■ WHAT YOU HAVE TO DO ■
Which lines in the records below contain the word "Rouge"? Copy each of them.

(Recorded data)
_ _ _
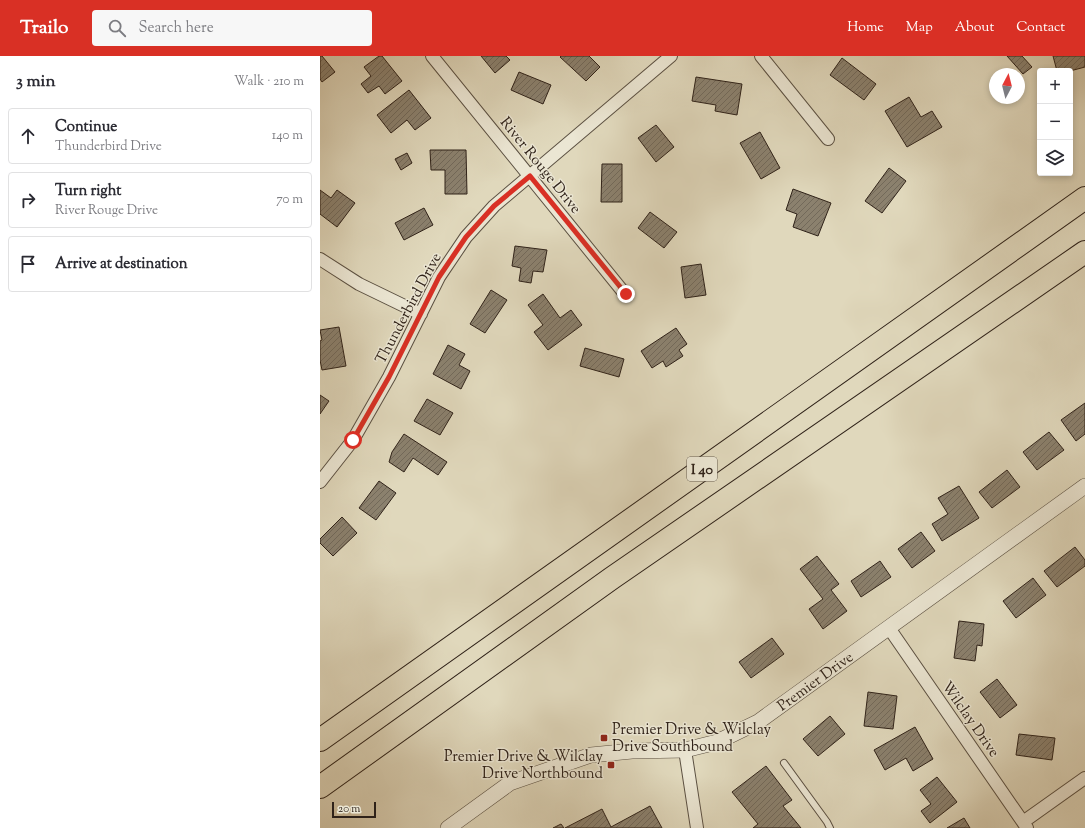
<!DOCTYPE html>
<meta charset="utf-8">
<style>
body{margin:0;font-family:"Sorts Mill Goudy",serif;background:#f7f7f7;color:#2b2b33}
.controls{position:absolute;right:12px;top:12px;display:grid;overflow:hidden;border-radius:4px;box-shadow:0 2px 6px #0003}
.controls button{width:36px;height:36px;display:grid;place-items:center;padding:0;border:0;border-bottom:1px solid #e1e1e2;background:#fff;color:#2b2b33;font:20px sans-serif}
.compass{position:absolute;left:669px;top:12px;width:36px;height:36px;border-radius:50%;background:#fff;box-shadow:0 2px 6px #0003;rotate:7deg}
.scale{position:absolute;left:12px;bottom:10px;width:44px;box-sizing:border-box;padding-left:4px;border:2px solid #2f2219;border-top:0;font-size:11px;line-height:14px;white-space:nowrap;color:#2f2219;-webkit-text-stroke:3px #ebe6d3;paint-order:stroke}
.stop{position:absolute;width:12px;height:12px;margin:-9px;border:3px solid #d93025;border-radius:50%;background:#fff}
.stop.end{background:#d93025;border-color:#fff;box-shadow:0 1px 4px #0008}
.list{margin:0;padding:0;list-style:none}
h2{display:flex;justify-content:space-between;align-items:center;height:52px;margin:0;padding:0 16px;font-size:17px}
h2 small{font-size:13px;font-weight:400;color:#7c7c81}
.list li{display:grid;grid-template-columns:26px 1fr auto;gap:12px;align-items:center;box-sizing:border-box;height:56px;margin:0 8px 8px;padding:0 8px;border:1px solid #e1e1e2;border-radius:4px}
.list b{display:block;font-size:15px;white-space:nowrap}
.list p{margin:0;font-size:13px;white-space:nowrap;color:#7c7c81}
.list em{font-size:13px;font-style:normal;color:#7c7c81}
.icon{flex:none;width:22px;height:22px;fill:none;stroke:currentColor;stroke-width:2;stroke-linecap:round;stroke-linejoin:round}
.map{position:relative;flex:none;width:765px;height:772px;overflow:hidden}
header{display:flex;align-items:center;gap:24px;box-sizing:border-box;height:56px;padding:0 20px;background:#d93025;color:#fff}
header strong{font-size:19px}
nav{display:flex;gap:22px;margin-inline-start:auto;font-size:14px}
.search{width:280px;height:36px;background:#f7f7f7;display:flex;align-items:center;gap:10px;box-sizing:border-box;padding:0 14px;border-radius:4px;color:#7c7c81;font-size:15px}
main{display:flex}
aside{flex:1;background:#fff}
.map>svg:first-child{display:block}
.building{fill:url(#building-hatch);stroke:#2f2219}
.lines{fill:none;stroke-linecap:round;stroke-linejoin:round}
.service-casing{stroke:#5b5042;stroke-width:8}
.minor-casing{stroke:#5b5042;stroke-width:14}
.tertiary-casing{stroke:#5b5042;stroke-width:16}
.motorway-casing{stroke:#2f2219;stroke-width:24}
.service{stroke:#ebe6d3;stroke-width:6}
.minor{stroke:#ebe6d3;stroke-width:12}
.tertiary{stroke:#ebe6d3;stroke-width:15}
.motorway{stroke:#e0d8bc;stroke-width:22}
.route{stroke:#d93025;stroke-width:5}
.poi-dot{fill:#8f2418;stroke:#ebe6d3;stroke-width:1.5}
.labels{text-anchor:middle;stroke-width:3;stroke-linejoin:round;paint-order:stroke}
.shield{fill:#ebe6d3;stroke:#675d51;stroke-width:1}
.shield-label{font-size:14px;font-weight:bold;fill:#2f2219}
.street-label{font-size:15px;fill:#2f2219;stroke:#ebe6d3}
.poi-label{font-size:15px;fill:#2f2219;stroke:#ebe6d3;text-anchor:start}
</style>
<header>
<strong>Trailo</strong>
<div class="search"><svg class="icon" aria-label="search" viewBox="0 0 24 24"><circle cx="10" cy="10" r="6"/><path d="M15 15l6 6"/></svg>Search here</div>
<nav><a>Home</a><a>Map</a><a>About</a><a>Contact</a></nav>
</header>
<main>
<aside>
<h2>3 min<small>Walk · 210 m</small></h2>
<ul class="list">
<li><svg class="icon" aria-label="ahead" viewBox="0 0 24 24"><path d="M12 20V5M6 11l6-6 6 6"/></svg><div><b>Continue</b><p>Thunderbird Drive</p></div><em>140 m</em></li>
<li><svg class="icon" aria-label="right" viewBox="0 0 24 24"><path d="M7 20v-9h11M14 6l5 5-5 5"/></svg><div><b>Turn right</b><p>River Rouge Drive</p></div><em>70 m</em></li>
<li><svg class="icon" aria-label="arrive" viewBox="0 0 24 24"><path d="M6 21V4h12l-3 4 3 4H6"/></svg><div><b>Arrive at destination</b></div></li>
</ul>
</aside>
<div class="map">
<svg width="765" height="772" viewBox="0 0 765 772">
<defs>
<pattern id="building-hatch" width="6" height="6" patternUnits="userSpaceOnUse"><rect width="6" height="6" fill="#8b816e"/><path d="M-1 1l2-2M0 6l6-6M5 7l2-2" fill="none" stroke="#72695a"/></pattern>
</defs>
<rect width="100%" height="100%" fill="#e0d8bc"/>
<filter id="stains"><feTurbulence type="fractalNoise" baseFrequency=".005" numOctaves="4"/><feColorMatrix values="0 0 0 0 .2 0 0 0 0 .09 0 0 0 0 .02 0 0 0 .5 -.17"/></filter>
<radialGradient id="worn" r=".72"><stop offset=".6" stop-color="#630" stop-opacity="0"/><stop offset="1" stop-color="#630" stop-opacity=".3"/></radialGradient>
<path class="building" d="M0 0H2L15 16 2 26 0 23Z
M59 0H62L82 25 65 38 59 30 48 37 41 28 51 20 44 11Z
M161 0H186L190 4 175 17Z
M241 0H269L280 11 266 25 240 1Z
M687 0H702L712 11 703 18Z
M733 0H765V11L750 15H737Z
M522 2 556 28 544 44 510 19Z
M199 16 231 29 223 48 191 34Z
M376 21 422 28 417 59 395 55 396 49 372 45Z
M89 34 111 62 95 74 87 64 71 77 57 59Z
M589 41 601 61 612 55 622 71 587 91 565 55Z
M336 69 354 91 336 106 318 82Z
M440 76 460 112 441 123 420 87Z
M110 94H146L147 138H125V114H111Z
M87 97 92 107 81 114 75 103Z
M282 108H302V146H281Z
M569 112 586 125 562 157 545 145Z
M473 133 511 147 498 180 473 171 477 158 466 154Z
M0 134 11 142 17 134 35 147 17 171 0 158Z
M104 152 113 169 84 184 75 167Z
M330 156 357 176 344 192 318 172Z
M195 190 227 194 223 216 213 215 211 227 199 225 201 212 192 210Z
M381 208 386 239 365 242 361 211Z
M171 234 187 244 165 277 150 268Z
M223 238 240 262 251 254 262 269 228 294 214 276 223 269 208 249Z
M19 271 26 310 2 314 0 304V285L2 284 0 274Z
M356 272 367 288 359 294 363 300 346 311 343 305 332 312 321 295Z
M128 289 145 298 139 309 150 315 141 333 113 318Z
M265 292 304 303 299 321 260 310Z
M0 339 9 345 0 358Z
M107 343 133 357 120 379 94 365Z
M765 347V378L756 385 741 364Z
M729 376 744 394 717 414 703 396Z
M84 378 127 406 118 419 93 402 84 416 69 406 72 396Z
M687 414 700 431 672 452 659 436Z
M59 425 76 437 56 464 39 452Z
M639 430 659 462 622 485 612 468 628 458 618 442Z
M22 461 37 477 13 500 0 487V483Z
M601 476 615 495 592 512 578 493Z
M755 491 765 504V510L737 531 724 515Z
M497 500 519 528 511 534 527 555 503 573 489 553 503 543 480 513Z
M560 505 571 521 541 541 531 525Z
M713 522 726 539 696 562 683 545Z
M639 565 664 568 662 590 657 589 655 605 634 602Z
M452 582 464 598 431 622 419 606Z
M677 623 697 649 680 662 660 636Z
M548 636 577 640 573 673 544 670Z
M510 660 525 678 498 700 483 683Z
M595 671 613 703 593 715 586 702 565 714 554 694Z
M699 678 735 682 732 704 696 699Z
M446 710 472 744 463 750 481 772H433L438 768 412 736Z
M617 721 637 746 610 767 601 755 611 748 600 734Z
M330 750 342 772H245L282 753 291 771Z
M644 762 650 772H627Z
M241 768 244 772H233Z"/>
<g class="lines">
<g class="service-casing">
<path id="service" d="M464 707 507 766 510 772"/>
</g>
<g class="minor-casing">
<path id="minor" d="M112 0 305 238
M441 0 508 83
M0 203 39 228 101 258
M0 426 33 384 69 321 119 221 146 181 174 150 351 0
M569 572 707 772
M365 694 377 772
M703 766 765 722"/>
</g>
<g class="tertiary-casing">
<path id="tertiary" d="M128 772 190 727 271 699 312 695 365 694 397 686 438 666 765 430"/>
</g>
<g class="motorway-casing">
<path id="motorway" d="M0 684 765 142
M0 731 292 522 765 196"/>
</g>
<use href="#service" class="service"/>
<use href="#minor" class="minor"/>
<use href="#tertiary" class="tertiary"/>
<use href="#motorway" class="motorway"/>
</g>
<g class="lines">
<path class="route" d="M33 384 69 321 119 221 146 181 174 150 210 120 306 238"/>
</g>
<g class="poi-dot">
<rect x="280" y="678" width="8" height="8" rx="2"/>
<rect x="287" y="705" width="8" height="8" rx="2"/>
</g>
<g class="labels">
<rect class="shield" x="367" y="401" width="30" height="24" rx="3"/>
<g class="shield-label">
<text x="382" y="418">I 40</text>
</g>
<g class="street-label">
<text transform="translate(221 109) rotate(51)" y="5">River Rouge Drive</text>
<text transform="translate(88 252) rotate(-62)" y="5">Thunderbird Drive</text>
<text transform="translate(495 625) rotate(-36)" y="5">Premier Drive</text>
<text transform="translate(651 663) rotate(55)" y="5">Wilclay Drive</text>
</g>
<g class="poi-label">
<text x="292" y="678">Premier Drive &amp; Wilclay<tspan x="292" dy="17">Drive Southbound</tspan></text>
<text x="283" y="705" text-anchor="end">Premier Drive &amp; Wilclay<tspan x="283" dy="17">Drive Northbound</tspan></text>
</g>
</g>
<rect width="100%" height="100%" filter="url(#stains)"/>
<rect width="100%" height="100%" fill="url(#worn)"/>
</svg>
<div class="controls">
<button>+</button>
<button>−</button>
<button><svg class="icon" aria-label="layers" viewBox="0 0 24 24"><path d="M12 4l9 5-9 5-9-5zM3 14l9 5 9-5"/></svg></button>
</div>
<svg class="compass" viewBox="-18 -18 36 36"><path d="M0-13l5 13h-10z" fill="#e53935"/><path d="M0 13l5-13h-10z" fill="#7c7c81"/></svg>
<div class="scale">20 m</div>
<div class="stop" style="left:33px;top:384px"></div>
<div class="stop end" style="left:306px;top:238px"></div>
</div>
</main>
_ _ _
■ ANSWER TO THIS EXERCISE ■
<li><svg class="icon" aria-label="right" viewBox="0 0 24 24"><path d="M7 20v-9h11M14 6l5 5-5 5"/></svg><div><b>Turn right</b><p>River Rouge Drive</p></div><em>70 m</em></li>
<text transform="translate(221 109) rotate(51)" y="5">River Rouge Drive</text>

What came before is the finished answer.